§ Task to complete: Look through the records, and wherever the string "with" turns up, copy out that line.

§ Entries supplied:
───
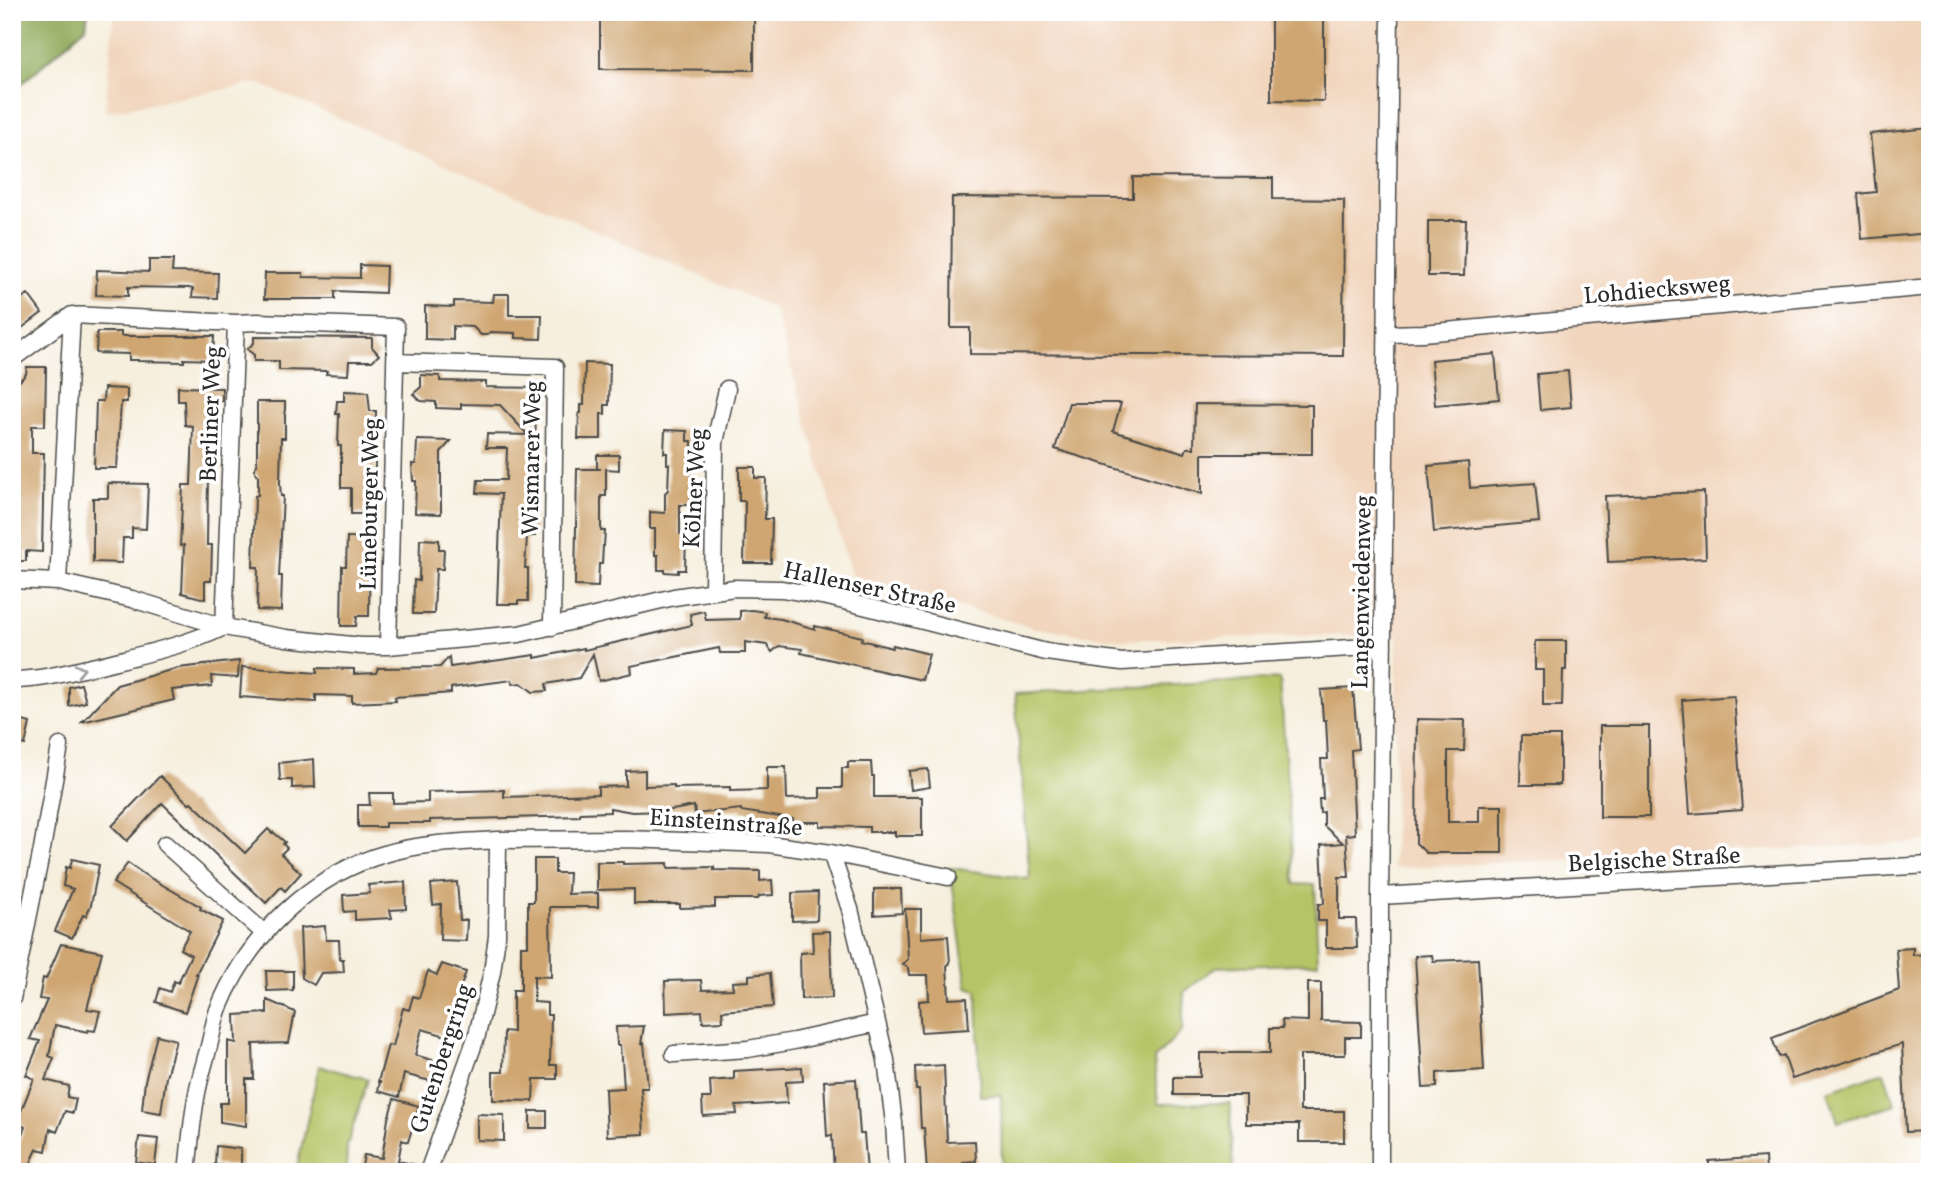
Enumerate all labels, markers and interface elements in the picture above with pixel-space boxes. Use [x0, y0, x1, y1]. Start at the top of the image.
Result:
───
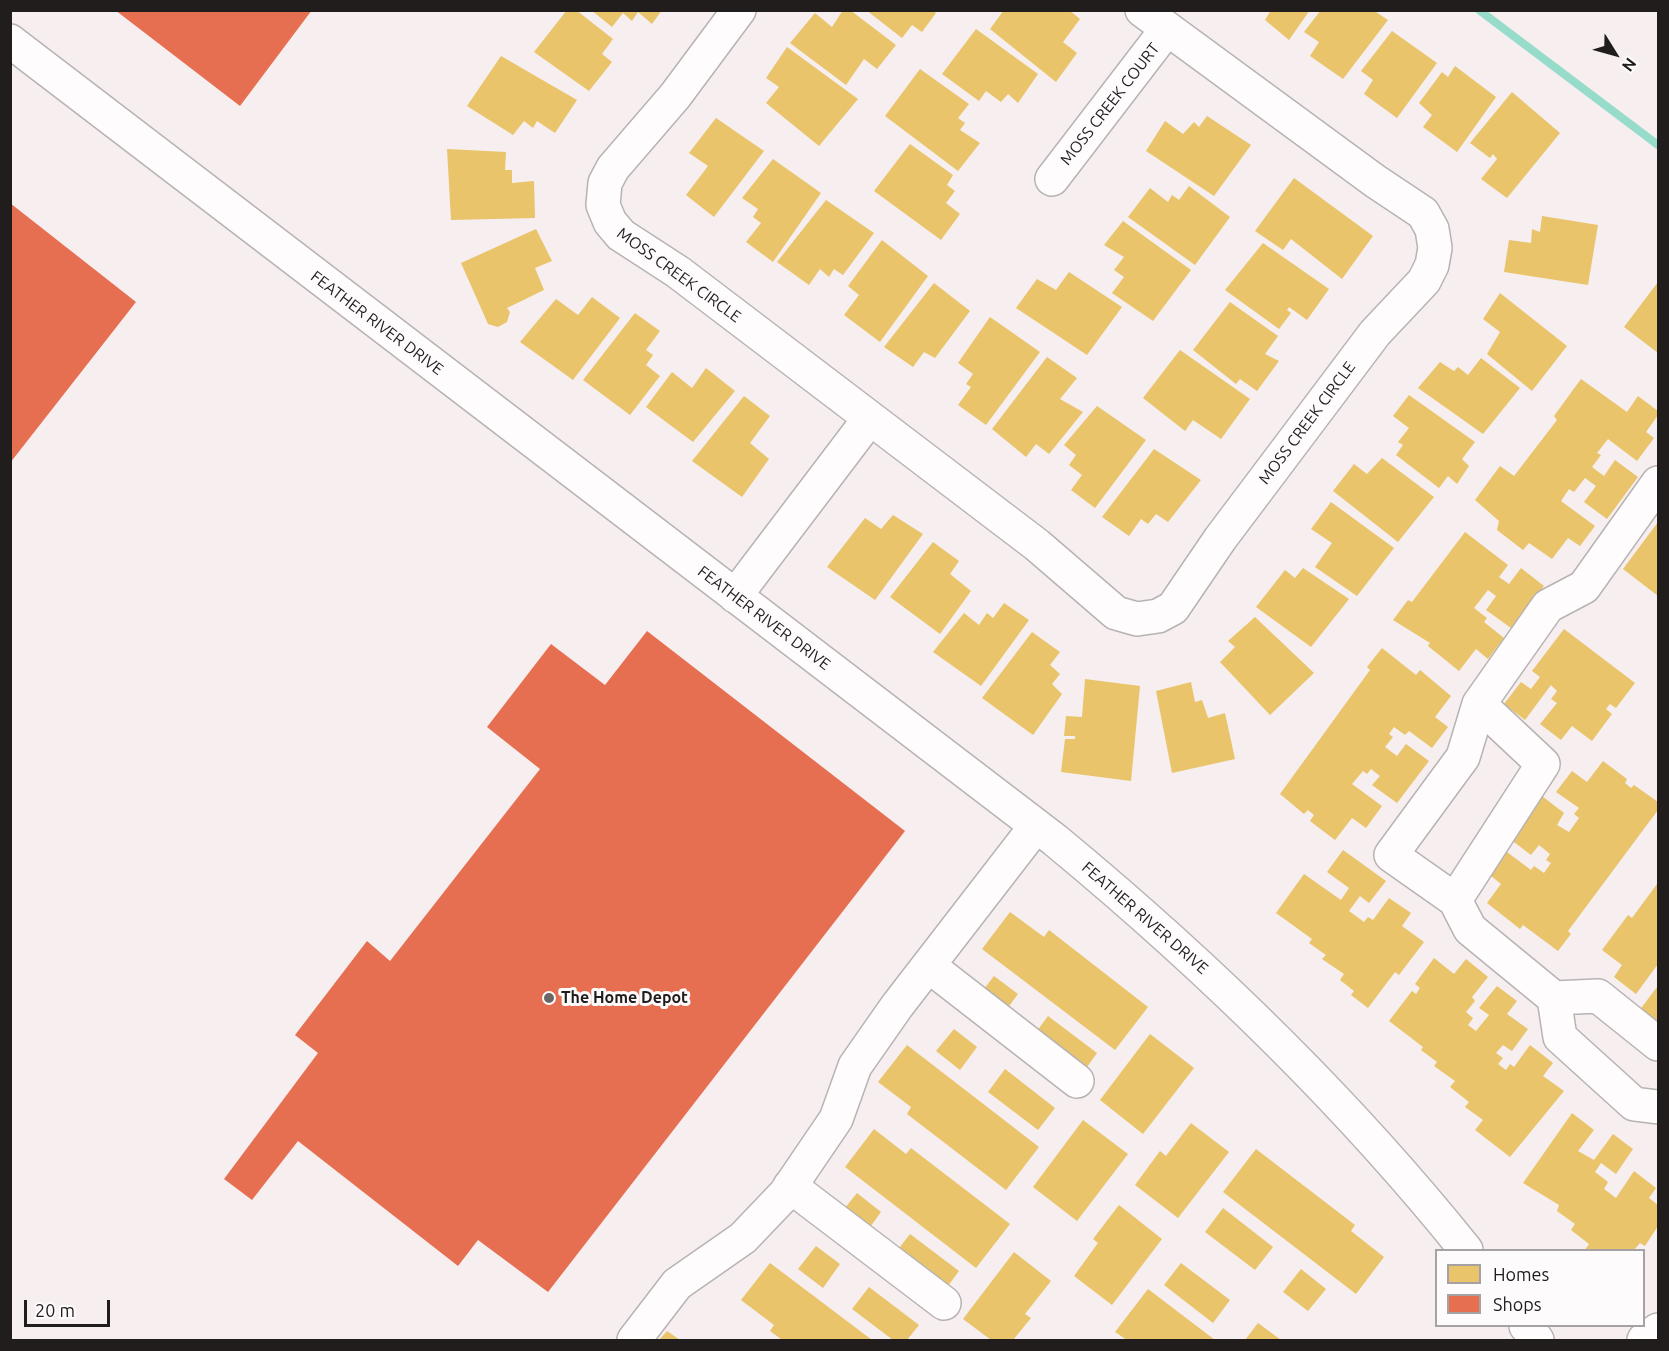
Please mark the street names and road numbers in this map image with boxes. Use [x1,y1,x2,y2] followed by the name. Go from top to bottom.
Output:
───
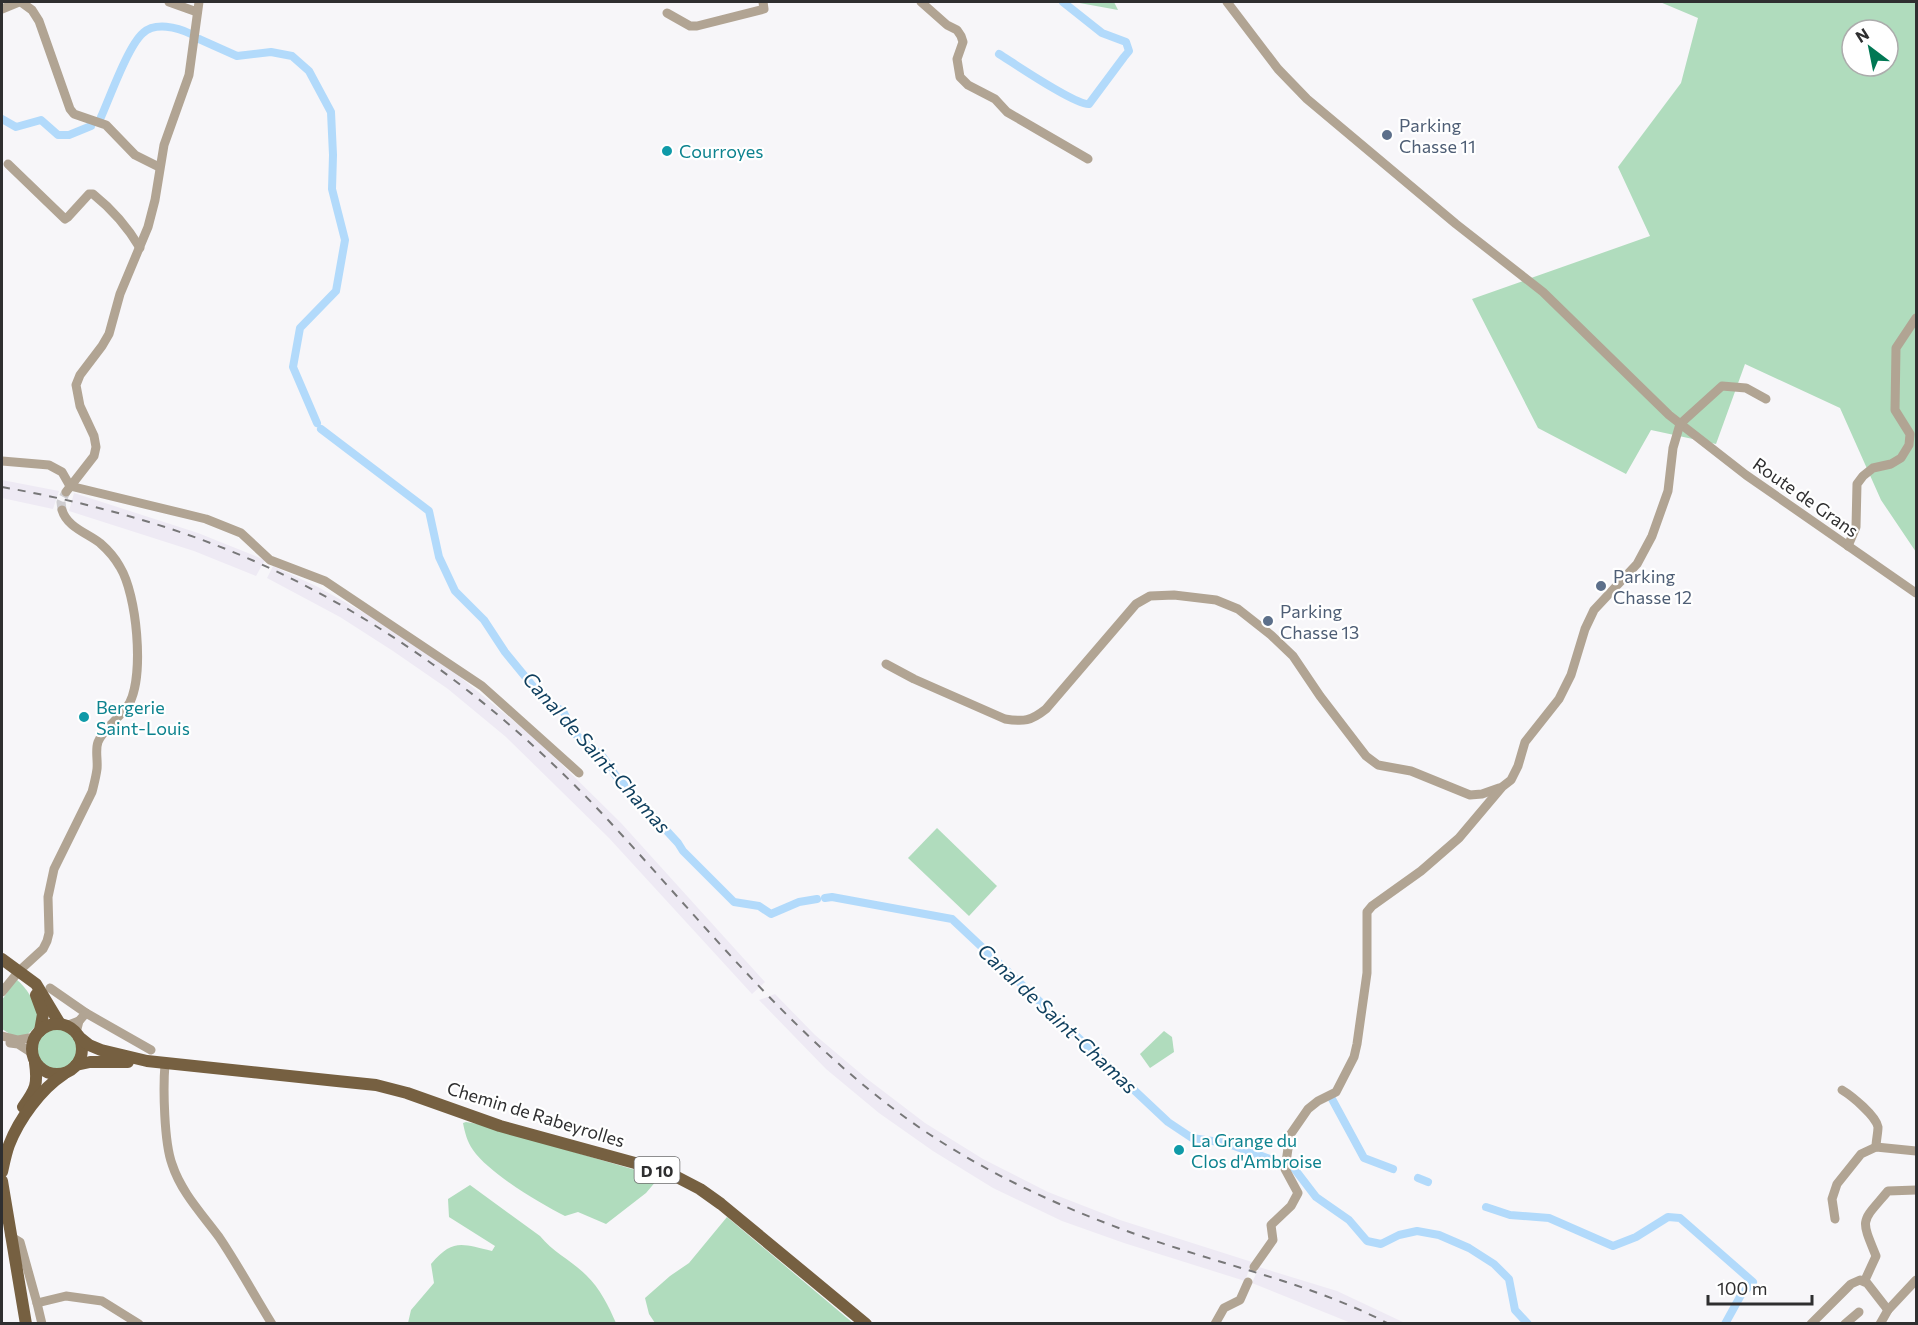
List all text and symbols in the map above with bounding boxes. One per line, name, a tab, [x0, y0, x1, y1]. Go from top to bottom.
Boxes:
───
§ Solution to the exercise:
Enumerate all labels, markers and interface elements in the picture above with pixel-space boxes. Use [x0, y0, x1, y1]. Start at the top of the image.
Please mark the street names and road numbers in this map image with boxes. Use [x1,y1,x2,y2] followed by the name. Go from top to bottom.
List all text and symbols in the map above with bounding boxes. One per line, name, a tab, [x0, y0, x1, y1]. Go from top to bottom.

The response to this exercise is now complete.